**Excerpted data:**
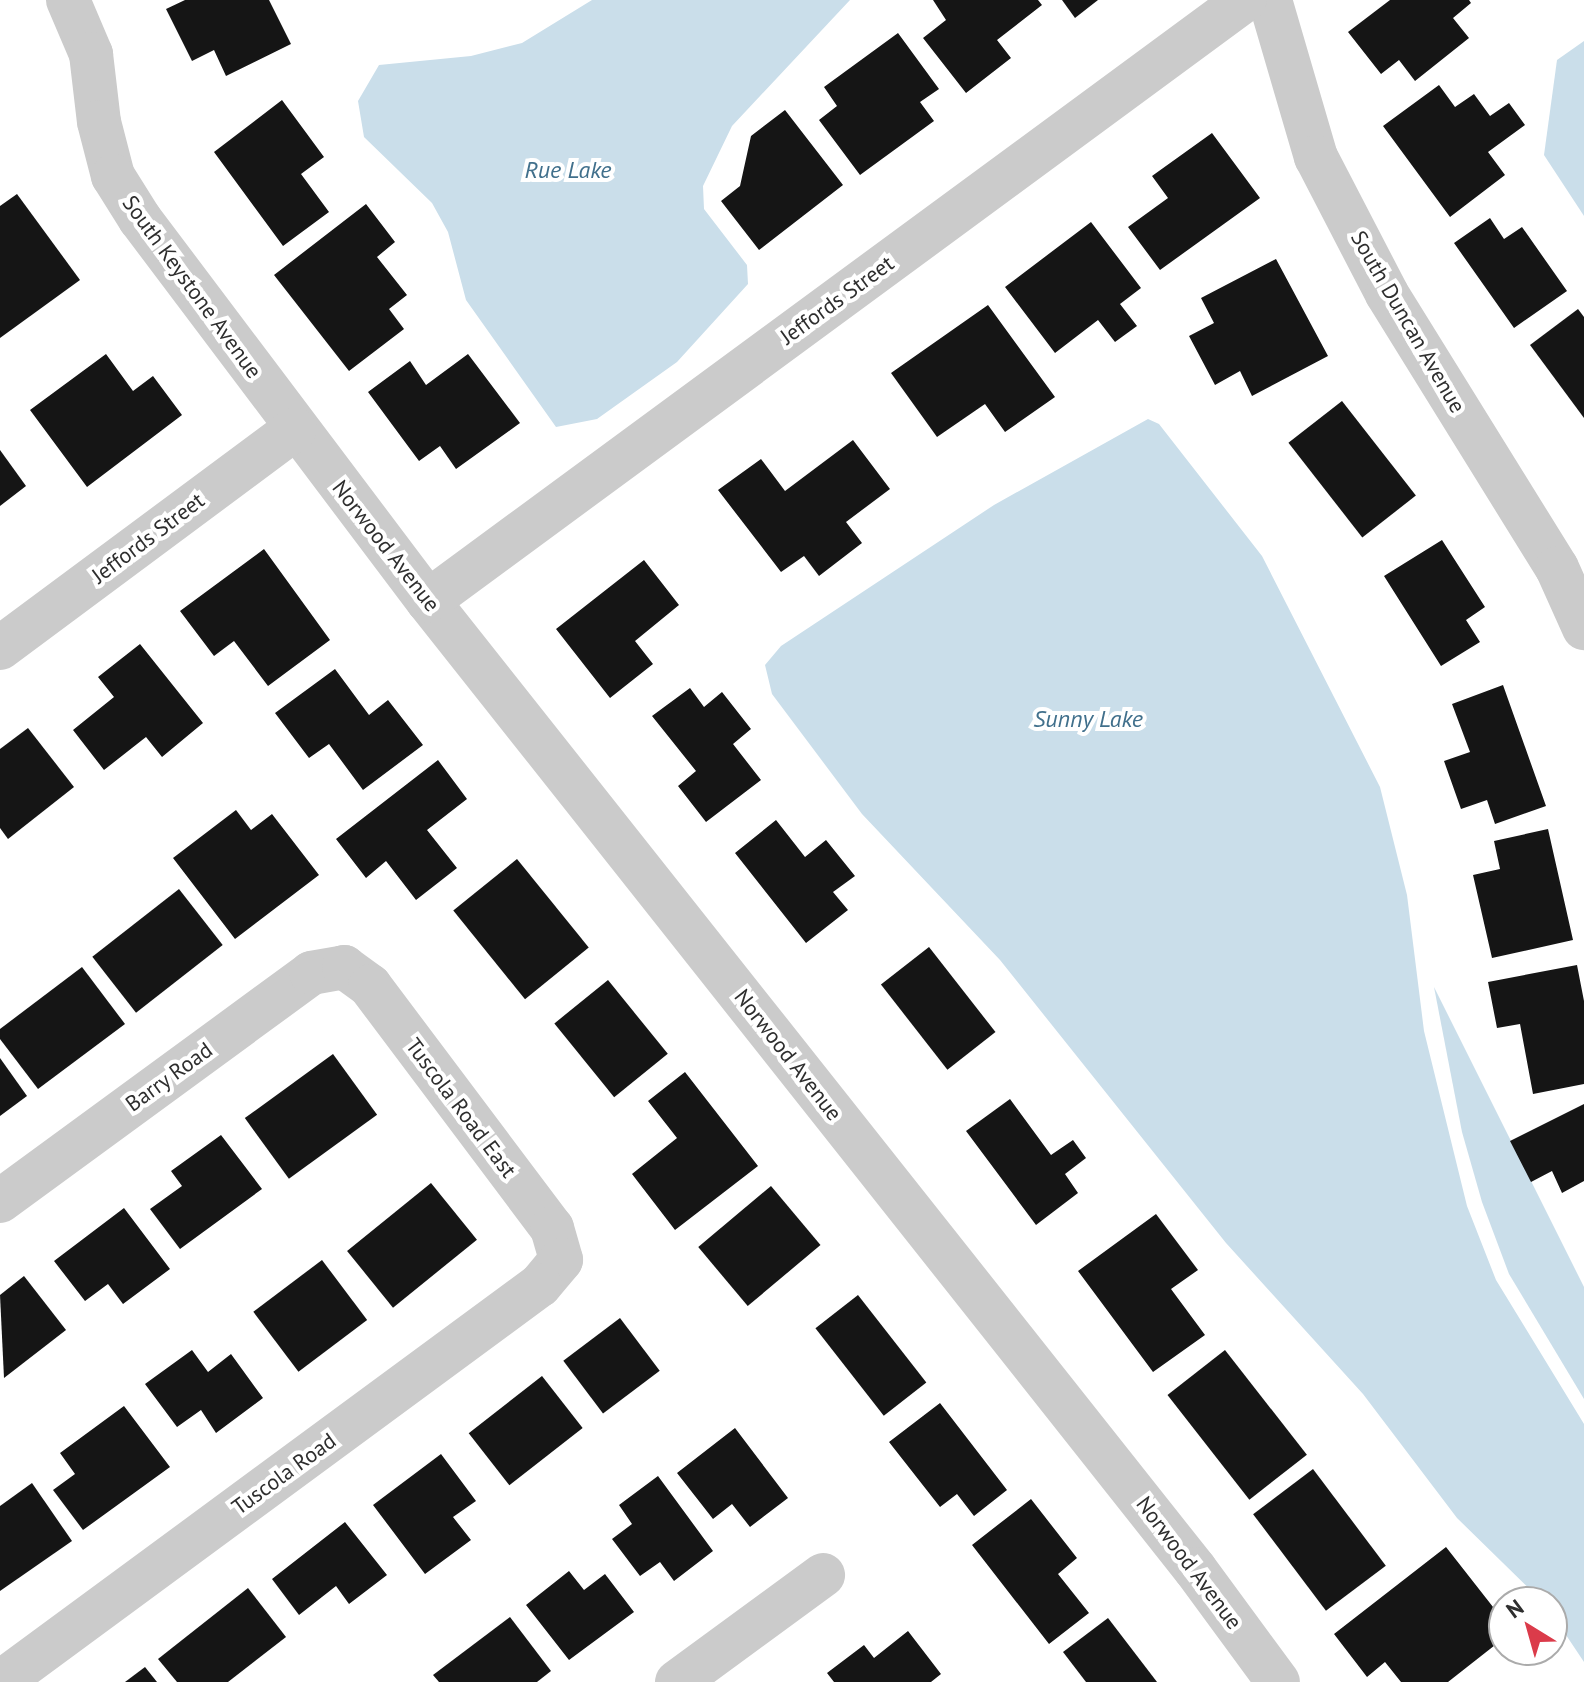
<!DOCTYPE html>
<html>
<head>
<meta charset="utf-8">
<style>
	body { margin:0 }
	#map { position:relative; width:1584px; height:1682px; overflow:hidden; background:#fff; font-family:"PT Sans",sans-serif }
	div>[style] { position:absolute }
	.water>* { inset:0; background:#cadeea }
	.building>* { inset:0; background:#151515; transform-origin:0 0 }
	.minor>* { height:44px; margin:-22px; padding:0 22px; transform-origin:22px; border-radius:22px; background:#cbcbcb }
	span { translate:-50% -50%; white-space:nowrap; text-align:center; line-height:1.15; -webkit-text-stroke:8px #fff; paint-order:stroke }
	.street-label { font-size:22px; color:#2e2e2e }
	.water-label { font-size:24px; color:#41708c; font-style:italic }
	.north { position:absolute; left:1488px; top:1586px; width:80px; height:80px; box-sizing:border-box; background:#fff; border:2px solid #ababab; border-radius:50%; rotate:323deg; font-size:22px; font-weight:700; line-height:32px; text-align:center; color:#2e2e2e }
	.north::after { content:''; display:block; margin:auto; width:28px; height:36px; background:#db3b4a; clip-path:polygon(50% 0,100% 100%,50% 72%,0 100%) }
</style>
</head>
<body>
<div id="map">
	<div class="water">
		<div style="clip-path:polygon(592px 0,850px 0,732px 126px,703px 186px,704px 209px,747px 265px,748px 284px,677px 362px,597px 419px,556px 427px,466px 300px,448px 232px,432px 203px,364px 137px,358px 101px,379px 65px,471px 56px,522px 43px)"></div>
		<div style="clip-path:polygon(1584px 41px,1584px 216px,1544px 155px,1557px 60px)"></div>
		<div style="clip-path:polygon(1148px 419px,1159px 424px,1262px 556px,1380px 787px,1407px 895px,1424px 1031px,1467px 1206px,1496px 1280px,1584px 1424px,1584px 1662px,1552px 1614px,1552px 1602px,1543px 1602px,1457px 1518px,1363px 1394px,1226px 1243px,1000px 960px,862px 814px,772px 694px,765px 665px,781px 646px,994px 505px)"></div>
		<div style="clip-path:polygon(1434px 987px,1584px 1287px,1584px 1399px,1509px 1274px,1482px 1202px,1462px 1132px)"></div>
	</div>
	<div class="building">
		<div style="clip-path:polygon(185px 0,269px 0,291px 44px,226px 76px,214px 50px,192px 61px,166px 9px)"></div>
		<div style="clip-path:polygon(1038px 0,1042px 5px,997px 40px,1011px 58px,966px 93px,923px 38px,946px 20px,933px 0)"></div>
		<div style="clip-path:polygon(1062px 0,1098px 0,1075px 18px)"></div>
		<div style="clip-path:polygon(1390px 0,1469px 0,1471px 3px,1453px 18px,1469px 38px,1415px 81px,1399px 60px,1381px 74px,1348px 32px)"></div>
		<div style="clip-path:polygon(898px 33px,939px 89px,920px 102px,934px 121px,860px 175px,819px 120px,837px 106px,824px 87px)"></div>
		<div style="clip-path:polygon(1439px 85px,1455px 107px,1474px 94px,1490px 116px,1509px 103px,1525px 125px,1488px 152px,1505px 175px,1450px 217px,1383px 126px)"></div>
		<div style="clip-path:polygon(282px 100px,324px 157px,301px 174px,329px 212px,283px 246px,214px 152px)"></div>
		<div style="clip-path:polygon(785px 110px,843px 185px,759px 250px,721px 201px,740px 186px,751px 136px)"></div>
		<div style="clip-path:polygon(1212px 133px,1260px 198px,1160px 270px,1128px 227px,1168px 198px,1152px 176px)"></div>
		<div style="clip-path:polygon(17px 194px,80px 280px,0 338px,0 206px)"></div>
		<div style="clip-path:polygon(366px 204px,395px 242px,377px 257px,407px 295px,389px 309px,404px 329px,349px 371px,274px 275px)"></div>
		<div style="clip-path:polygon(1490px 218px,1504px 239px,1522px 227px,1567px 291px,1514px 328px,1454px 243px)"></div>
		<div style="clip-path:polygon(1091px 222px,1141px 288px,1120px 304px,1137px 326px,1115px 342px,1098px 320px,1055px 353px,1005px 287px)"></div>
		<div style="clip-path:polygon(1276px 259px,1328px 356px,1252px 396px,1240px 371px,1215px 385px,1189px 336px,1214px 323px,1201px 298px)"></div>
		<div style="clip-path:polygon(988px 305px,1055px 397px,1005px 432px,985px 404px,937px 437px,891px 373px)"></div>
		<div style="clip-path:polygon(1578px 309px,1584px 317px,1584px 418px,1530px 345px)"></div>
		<div style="clip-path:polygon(106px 354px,133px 391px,153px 376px,182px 415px,87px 487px,30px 410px)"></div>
		<div style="clip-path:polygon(468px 354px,520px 423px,456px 469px,440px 446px,419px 461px,368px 392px,410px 361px,426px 385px)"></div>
		<div style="left:1342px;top:401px;width:120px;height:68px;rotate:52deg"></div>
		<div style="clip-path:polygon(853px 440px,890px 489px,846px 522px,862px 543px,819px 576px,804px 556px,781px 572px,718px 490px,761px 459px,785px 491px)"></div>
		<div style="clip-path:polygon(0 450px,26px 486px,0 506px)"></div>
		<div style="clip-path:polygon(1442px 540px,1485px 607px,1466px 620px,1480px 642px,1441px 666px,1384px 576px)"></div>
		<div style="clip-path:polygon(264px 549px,330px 640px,268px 686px,234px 641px,214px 656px,180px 611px)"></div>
		<div style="clip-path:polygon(644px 560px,679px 605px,635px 641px,653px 664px,610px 698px,556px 629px)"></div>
		<div style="clip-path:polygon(140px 644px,203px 723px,162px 757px,146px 737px,104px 770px,73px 730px,114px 697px,98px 677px)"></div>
		<div style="clip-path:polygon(335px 669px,369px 715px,388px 700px,423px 745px,363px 790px,329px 744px,309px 758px,275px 713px)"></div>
		<div style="clip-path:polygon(1503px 685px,1546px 806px,1495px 824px,1487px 800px,1461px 809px,1444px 761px,1470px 752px,1452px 704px)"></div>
		<div style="clip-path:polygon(690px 688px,704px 707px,722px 692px,751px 729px,733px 744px,761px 780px,706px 822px,678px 786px,696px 771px,652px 716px)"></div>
		<div style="clip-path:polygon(28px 728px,74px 787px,8px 839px,0 828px,0 749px)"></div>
		<div style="clip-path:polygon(438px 760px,467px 799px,427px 830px,457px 868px,416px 900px,386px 861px,366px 878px,336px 839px)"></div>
		<div style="clip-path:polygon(236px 810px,251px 830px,272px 814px,319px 875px,235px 939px,173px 858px)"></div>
		<div style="clip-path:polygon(776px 820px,805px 857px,826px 840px,855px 876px,833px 892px,848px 910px,806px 943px,735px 853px)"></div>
		<div style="clip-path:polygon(1548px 829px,1573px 940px,1492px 958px,1473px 875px,1500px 869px,1494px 841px)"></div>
		<div style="left:517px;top:859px;width:114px;height:82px;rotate:51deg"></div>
		<div style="left:179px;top:889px;width:71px;height:110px;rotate:52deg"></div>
		<div style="left:929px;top:947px;width:108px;height:61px;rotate:52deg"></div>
		<div style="clip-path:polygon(1577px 965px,1584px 1001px,1584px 1084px,1533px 1094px,1520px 1024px,1497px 1028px,1488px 982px)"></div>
		<div style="clip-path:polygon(82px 967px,125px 1024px,38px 1089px,0 1039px,0 1029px)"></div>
		<div style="left:608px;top:980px;width:95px;height:69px;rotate:51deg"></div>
		<div style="left:333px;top:1054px;width:75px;height:109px;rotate:54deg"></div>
		<div style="clip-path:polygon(0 1058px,27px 1096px,0 1116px)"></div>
		<div style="clip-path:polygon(685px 1072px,758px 1166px,675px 1230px,632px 1174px,677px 1138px,648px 1101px)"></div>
		<div style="clip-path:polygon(1010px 1099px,1051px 1155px,1073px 1140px,1086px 1158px,1065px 1174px,1078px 1193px,1036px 1225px,966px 1131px)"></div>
		<div style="clip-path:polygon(1584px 1104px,1584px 1181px,1562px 1193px,1552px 1171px,1531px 1182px,1510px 1141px)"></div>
		<div style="clip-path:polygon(221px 1135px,262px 1189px,180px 1249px,150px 1209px,182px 1186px,171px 1171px)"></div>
		<div style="left:431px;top:1183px;width:73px;height:108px;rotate:51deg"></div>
		<div style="left:771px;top:1186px;width:77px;height:95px;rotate:50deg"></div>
		<div style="clip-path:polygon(124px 1208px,170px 1269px,123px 1304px,108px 1284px,85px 1301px,54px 1261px)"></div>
		<div style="clip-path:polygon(1156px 1214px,1198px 1270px,1171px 1289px,1205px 1335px,1153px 1372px,1078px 1271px)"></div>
		<div style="left:322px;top:1260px;width:75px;height:86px;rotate:53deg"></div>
		<div style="clip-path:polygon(24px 1276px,66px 1330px,4px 1378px,0 1295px)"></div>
		<div style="left:858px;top:1295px;width:111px;height:54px;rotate:52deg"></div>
		<div style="left:620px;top:1318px;width:66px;height:71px;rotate:53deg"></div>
		<div style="clip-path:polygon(192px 1350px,208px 1372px,231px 1354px,263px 1398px,216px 1433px,201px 1410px,177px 1427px,145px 1384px)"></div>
		<div style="left:1225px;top:1350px;width:133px;height:73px;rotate:52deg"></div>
		<div style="left:542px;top:1376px;width:66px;height:93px;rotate:52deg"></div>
		<div style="clip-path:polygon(940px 1403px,1007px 1490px,974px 1516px,957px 1494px,940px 1507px,889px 1442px)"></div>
		<div style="clip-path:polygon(124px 1406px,170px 1467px,83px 1530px,53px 1490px,75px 1474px,60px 1453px)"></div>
		<div style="clip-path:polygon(735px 1428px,788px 1498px,750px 1527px,732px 1504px,713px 1519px,677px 1473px)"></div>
		<div style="clip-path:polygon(441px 1454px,476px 1501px,453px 1517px,471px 1540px,425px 1574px,373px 1505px)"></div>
		<div style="left:1313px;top:1469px;width:121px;height:75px;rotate:53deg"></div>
		<div style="clip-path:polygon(658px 1476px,713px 1551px,674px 1581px,660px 1562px,640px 1576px,612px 1539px,632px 1524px,619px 1505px)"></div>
		<div style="clip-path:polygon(32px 1483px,72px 1541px,0 1591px,0 1506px)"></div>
		<div style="clip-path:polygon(1031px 1499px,1077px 1558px,1058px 1574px,1089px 1613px,1049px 1644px,972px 1545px)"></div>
		<div style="clip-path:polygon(345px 1522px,387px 1575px,349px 1604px,336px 1586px,299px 1615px,272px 1579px)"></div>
		<div style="clip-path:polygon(1446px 1547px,1504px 1621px,1504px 1638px,1448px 1682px,1401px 1682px,1385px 1662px,1367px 1677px,1334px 1634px)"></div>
		<div style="clip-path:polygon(569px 1571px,584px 1590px,605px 1574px,634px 1612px,569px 1660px,526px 1605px)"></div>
		<div style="clip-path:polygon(248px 1588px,286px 1637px,228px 1682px,177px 1682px,158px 1659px)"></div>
		<div style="clip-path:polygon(510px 1617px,551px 1671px,537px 1682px,439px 1682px,433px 1675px)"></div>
		<div style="clip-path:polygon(1108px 1618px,1157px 1682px,1086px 1682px,1063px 1652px)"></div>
		<div style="clip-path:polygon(908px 1631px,941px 1674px,931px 1682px,834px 1682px,827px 1673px,864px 1645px,874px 1658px)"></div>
		<div style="clip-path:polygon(145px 1667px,157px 1682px,125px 1682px)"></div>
	</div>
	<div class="minor">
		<div style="left:68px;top:0;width:59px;rotate:66.9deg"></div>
		<div style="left:91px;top:54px;width:68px;rotate:83.3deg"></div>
		<div style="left:99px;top:122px;width:56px;rotate:75.5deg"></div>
		<div style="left:113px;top:176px;width:51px;rotate:57.9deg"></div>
		<div style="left:140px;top:219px;width:478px;rotate:53deg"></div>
		<div style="left:428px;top:601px;width:1235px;rotate:51.61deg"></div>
		<div style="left:1195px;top:1569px;width:140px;rotate:53.7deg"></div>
		<div style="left:1270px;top:0;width:164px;rotate:73.7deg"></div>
		<div style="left:1316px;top:157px;width:154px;rotate:62.6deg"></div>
		<div style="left:1387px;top:294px;width:322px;rotate:58.2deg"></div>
		<div style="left:1557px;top:568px;width:66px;rotate:65.8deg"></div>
		<div style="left:428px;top:601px;width:1014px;rotate:-36.34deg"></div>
		<div style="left:0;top:648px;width:367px;rotate:-36.6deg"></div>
		<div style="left:0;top:1201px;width:386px;rotate:-36.2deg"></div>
		<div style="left:311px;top:973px;width:34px;rotate:-10deg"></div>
		<div style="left:344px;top:967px;width:32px;rotate:36deg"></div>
		<div style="left:370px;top:986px;width:303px;rotate:53.1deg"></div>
		<div style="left:552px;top:1228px;width:33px;rotate:74deg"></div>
		<div style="left:561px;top:1260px;width:33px;rotate:130deg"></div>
		<div style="left:540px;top:1285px;width:669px;rotate:143.63deg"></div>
		<div style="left:677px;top:1682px;width:181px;rotate:-36.2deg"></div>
	</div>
	<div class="street-label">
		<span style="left:192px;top:287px;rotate:54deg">South Keystone Avenue</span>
		<span style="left:837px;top:300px;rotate:-36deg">Jeffords Street</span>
		<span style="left:1408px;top:322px;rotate:60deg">South Duncan Avenue</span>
		<span style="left:148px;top:538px;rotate:-37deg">Jeffords Street</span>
		<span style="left:386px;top:546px;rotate:52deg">Norwood Avenue</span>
		<span style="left:788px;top:1055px;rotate:52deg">Norwood Avenue</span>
		<span style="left:169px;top:1077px;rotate:-36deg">Barry Road</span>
		<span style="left:461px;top:1108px;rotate:53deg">Tuscola Road East</span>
		<span style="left:284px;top:1474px;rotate:-36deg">Tuscola Road</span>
		<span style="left:1189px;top:1563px;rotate:53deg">Norwood Avenue</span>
	</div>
	<div class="water-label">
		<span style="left:568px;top:170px">Rue Lake</span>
		<span style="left:1088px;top:719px">Sunny Lake</span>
	</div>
	<div class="north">N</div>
</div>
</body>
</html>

**Task description:**
An exact copy is required of the lines from the start of the records above through the line with "translate:-50% -50%; white-space:nowrap;", and only those, without any pictures.

**Answer to this task:**
<!DOCTYPE html>
<html>
<head>
<meta charset="utf-8">
<style>
	body { margin:0 }
	#map { position:relative; width:1584px; height:1682px; overflow:hidden; background:#fff; font-family:"PT Sans",sans-serif }
	div>[style] { position:absolute }
	.water>* { inset:0; background:#cadeea }
	.building>* { inset:0; background:#151515; transform-origin:0 0 }
	.minor>* { height:44px; margin:-22px; padding:0 22px; transform-origin:22px; border-radius:22px; background:#cbcbcb }
	span { translate:-50% -50%; white-space:nowrap; text-align:center; line-height:1.15; -webkit-text-stroke:8px #fff; paint-order:stroke }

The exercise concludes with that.